A camel takes a rest in the ancient city of Petra, southern Jordan (photo courtesy Unsplash/Alex Vasey).
Jordan has confirmed it will resume commercial flights from August to a limited number of European and Asian countries.
According to Jordan’s minister of transportation, Khaled Saif, the kingdom is looking to reopen its borders on August 4 and that regular commercial flights from Alia international airport could begin in the first or second week of August. The airport has been closed to regular international passenger flights since March, although during this time more than 20,000 stranded citizens have been repatriated from the Gulf, the US and Europe.
The government has now drawn up a list of ‘safe’ countries and travellers from these destinations will be able to enter Jordan without having to quarantine. However, all arrivals must undergo a COVID-19 test no more than 72 hours prior to departure and all passengers will be tested again on arrival. They will be unable to leave the airport until they receive their results.
Travellers must also complete an online declaration 24 hours prior to boarding which will be checked on departure and arrival. The declaration will cost JD40. Non-Jordanians must also prove that they have valid health insurance.
Jordan has recorded 1,201 cases and ten deaths after taking early measures in mid-March to restrict its 10 million population, including sealing borders, imposing a state of emergency and introducing a night curfew.

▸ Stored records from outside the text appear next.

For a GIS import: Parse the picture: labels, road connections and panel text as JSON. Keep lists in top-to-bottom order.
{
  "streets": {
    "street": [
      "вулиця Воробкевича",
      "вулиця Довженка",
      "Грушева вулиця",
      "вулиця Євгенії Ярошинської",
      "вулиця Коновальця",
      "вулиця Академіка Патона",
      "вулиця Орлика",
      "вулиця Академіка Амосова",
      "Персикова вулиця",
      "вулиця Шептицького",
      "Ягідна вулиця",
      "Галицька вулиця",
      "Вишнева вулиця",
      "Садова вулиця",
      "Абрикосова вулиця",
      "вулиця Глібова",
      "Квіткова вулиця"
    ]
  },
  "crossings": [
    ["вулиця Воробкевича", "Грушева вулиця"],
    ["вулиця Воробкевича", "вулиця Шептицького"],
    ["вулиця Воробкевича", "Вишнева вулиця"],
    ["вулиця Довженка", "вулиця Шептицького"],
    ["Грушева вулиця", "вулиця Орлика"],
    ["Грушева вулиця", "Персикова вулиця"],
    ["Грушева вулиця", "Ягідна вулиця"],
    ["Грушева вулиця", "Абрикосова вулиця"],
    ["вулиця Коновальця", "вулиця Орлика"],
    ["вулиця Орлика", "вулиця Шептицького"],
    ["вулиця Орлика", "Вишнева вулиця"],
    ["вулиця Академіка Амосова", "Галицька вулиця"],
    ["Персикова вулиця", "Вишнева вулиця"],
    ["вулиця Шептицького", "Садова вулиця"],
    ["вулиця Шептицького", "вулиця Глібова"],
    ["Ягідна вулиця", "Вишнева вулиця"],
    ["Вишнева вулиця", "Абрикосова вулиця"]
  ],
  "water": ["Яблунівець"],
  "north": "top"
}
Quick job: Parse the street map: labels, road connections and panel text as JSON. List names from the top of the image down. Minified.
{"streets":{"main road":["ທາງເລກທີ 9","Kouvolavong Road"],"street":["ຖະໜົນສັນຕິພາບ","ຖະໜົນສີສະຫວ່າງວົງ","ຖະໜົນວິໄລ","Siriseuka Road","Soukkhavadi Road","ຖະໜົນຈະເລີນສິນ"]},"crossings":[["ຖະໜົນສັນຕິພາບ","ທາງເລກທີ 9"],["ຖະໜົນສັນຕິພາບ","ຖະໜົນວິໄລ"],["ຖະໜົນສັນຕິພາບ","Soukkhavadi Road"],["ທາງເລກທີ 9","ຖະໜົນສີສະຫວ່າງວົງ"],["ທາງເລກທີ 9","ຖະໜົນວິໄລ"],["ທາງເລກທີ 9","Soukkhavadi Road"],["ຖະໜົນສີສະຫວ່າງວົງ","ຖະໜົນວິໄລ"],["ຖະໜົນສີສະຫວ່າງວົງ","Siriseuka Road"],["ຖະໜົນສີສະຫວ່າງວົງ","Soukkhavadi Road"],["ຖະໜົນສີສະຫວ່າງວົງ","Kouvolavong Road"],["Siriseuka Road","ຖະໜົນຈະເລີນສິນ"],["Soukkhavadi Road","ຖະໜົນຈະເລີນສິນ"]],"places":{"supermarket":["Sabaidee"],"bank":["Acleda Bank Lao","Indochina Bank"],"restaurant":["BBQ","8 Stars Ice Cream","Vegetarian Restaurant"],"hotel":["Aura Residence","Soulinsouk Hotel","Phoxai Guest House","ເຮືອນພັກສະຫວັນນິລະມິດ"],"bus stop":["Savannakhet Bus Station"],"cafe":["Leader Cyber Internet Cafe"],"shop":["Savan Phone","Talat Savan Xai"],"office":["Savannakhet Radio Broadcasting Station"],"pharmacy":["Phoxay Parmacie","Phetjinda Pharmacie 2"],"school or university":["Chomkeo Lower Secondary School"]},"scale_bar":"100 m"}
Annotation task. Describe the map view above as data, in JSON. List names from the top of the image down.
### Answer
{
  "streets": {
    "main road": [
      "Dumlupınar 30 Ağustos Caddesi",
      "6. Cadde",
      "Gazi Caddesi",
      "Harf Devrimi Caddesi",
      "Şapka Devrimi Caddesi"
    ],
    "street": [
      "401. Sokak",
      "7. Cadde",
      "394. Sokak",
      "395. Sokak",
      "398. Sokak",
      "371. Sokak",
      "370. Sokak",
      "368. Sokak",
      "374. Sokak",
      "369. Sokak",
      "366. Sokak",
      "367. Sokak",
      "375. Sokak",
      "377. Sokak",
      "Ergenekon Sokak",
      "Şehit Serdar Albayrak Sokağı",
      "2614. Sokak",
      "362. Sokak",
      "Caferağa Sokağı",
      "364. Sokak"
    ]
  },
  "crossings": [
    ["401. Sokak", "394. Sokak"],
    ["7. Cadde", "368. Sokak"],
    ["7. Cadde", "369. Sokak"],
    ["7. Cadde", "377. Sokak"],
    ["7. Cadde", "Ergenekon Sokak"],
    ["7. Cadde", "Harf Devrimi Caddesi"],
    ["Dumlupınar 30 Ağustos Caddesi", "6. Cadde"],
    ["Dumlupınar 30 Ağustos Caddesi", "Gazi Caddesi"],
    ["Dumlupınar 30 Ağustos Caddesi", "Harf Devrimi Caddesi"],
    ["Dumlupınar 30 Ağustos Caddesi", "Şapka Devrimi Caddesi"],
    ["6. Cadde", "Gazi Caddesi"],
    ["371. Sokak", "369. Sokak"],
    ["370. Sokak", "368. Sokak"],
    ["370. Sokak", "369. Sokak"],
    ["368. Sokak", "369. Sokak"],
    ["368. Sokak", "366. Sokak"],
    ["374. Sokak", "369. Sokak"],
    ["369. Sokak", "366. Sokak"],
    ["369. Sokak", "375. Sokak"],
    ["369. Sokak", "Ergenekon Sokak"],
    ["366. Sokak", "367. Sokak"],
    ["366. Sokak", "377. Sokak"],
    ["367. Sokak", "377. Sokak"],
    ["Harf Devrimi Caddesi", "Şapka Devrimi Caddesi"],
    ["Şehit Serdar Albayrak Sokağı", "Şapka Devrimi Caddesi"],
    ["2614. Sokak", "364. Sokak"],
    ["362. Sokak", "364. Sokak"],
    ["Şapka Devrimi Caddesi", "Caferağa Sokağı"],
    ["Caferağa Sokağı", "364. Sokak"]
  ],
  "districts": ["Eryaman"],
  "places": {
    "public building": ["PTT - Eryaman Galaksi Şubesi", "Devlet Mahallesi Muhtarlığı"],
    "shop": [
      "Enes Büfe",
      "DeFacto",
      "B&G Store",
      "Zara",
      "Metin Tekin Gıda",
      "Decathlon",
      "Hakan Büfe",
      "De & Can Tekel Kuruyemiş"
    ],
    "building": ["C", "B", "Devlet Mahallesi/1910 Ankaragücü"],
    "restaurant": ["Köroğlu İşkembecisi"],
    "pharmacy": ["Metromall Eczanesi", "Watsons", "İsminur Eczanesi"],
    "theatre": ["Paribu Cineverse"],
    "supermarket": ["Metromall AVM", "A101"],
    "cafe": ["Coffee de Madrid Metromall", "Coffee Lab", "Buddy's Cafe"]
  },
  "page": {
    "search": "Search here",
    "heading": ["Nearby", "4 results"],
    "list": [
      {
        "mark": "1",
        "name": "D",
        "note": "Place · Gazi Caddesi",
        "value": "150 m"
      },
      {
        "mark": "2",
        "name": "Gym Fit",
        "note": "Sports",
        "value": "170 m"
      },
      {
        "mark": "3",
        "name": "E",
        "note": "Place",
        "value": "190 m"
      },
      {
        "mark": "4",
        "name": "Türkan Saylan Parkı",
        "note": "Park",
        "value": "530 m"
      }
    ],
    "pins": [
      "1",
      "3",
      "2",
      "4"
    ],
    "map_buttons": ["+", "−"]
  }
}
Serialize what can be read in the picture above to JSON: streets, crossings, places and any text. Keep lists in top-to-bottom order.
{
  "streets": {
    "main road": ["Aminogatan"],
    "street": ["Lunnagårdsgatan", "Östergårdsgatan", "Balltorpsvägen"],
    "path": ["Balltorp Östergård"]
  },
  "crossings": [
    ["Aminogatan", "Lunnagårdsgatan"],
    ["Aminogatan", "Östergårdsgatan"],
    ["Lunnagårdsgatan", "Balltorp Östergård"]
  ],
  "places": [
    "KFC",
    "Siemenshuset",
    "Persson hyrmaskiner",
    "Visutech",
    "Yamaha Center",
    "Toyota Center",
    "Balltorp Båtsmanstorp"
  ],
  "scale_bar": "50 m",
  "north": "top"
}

Restrictions were lifted in July for most activities, including the reopening of dining spaces and hotels.
According to the government, travellers to the kingdom will need to prove that they have spent at least 14 days in a ‘safe’, or ‘green’, country before departure. Passengers from a ‘red’ or ‘orange’ status country must transit through a green status country for 14 days before travelling to Jordan.
The green list currently includes China, Malaysia, New Zealand, Taiwan and Thailand in Asia Pacific, but is subject to change. Asia Family Traveller has reached out to the Jordanian authorities to confirm whether ‘China’ includes Hong Kong and Macau, as this was not specified.
Neighbouring Gulf countries have at this stage not been included on the safe country list owing to rising coronavirus infections recently.